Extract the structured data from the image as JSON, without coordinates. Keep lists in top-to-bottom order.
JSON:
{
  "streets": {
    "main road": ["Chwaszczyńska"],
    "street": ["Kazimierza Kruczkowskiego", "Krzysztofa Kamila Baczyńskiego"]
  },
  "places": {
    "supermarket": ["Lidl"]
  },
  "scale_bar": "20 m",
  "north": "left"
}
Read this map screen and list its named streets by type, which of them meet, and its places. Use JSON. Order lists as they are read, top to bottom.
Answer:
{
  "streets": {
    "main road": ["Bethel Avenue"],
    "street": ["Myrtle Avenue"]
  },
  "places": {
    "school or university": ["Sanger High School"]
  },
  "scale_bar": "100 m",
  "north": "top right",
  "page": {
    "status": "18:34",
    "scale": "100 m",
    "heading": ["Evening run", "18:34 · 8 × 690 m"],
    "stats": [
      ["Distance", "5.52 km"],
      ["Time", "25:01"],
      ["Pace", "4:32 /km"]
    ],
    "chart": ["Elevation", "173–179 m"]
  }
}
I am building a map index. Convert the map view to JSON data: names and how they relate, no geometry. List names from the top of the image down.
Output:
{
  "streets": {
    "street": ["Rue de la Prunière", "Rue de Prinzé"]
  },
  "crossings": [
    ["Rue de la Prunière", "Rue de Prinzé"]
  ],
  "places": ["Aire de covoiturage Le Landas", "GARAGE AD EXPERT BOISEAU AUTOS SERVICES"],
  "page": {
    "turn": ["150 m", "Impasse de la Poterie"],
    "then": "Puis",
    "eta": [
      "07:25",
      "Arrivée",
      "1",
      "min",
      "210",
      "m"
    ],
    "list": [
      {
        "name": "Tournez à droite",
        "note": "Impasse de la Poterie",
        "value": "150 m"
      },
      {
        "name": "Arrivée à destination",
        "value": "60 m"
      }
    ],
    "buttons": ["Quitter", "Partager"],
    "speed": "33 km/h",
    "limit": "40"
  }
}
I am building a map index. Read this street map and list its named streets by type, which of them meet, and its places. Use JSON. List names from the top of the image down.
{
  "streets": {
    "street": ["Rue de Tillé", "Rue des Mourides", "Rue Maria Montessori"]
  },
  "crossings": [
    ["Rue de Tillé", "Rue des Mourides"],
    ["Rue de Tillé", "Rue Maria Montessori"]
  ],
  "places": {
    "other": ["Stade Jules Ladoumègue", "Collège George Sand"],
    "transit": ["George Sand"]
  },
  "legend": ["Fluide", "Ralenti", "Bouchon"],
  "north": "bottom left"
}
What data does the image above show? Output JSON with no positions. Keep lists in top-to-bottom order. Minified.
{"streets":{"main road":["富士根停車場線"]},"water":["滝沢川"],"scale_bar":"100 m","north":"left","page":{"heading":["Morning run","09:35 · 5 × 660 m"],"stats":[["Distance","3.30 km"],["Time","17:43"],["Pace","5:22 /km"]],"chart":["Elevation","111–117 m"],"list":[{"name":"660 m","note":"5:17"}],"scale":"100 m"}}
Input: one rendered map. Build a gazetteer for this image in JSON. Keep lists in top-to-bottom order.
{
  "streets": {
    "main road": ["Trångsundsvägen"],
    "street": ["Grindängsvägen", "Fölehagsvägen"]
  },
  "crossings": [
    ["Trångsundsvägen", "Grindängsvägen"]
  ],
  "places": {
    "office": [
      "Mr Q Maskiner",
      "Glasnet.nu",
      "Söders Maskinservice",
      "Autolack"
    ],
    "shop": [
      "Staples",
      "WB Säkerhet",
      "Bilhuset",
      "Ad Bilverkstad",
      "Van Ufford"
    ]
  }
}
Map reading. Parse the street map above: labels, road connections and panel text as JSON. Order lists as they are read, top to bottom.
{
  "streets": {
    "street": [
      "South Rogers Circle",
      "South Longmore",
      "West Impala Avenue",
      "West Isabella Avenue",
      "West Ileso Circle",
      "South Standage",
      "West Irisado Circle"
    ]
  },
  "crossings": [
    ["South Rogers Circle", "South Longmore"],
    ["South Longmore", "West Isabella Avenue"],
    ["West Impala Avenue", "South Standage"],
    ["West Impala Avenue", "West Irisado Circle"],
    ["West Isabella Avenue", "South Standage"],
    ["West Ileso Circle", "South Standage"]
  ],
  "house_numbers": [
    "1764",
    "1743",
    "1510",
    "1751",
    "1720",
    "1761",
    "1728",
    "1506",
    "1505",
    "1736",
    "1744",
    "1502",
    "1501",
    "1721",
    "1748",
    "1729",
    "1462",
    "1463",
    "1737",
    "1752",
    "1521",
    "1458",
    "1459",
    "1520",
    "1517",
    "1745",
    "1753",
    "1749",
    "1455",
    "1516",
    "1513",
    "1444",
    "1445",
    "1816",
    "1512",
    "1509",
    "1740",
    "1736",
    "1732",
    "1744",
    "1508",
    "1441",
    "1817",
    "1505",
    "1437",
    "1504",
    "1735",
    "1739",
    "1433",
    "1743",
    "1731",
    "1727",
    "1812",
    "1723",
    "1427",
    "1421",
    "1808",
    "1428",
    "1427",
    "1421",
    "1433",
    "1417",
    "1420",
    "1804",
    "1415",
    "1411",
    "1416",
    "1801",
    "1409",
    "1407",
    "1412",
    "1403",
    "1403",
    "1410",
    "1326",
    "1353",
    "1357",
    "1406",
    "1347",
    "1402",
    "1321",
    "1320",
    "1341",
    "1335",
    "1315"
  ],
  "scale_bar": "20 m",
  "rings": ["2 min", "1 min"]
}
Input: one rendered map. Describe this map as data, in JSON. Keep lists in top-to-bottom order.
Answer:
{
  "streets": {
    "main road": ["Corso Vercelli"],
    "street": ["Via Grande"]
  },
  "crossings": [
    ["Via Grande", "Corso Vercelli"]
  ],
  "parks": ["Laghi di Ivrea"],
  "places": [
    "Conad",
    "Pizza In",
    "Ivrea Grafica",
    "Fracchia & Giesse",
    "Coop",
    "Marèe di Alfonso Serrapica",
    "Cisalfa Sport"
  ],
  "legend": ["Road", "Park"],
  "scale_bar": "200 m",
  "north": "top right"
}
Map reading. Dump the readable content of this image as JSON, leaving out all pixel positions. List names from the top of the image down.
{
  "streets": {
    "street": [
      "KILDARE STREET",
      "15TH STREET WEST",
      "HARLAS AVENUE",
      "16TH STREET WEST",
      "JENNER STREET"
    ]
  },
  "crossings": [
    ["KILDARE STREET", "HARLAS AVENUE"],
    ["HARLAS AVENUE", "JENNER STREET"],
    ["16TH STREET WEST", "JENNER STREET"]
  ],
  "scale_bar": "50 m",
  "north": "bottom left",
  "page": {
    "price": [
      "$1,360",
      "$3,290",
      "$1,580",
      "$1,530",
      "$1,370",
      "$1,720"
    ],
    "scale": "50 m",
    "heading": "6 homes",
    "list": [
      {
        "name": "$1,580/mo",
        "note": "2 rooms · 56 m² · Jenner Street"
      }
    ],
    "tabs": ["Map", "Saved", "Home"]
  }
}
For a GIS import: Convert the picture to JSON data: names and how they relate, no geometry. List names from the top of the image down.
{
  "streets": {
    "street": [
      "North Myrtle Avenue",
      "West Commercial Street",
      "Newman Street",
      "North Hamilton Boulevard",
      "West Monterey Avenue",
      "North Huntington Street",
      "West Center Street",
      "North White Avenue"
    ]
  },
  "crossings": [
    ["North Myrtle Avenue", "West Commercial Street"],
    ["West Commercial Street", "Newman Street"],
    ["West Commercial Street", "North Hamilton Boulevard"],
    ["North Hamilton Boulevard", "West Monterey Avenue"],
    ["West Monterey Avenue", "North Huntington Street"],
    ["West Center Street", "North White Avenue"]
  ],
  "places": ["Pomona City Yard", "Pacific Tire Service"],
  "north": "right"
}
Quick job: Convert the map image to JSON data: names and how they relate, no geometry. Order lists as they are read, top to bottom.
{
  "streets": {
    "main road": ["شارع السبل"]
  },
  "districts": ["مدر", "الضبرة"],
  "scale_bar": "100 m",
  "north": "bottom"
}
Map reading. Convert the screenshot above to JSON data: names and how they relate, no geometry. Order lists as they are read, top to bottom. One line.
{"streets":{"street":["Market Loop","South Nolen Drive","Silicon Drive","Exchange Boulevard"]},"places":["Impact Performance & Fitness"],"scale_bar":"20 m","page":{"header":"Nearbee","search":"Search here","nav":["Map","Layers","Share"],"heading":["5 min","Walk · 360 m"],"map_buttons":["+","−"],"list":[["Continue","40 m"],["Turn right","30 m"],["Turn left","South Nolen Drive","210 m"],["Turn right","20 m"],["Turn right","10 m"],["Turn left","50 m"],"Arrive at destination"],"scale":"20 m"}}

|---|

# [Action item]
Beginning at the top of the entries above, output each line exactly, and end with the line in which "I am building a map index. Convert" appears.

# [Answer to the exercise]
Extract the structured data from the image as JSON, without coordinates. Keep lists in top-to-bottom order.
JSON:
{
  "streets": {
    "main road": ["Chwaszczyńska"],
    "street": ["Kazimierza Kruczkowskiego", "Krzysztofa Kamila Baczyńskiego"]
  },
  "places": {
    "supermarket": ["Lidl"]
  },
  "scale_bar": "20 m",
  "north": "left"
}
Read this map screen and list its named streets by type, which of them meet, and its places. Use JSON. Order lists as they are read, top to bottom.
Answer:
{
  "streets": {
    "main road": ["Bethel Avenue"],
    "street": ["Myrtle Avenue"]
  },
  "places": {
    "school or university": ["Sanger High School"]
  },
  "scale_bar": "100 m",
  "north": "top right",
  "page": {
    "status": "18:34",
    "scale": "100 m",
    "heading": ["Evening run", "18:34 · 8 × 690 m"],
    "stats": [
      ["Distance", "5.52 km"],
      ["Time", "25:01"],
      ["Pace", "4:32 /km"]
    ],
    "chart": ["Elevation", "173–179 m"]
  }
}
I am building a map index. Convert the map view to JSON data: names and how they relate, no geometry. List names from the top of the image down.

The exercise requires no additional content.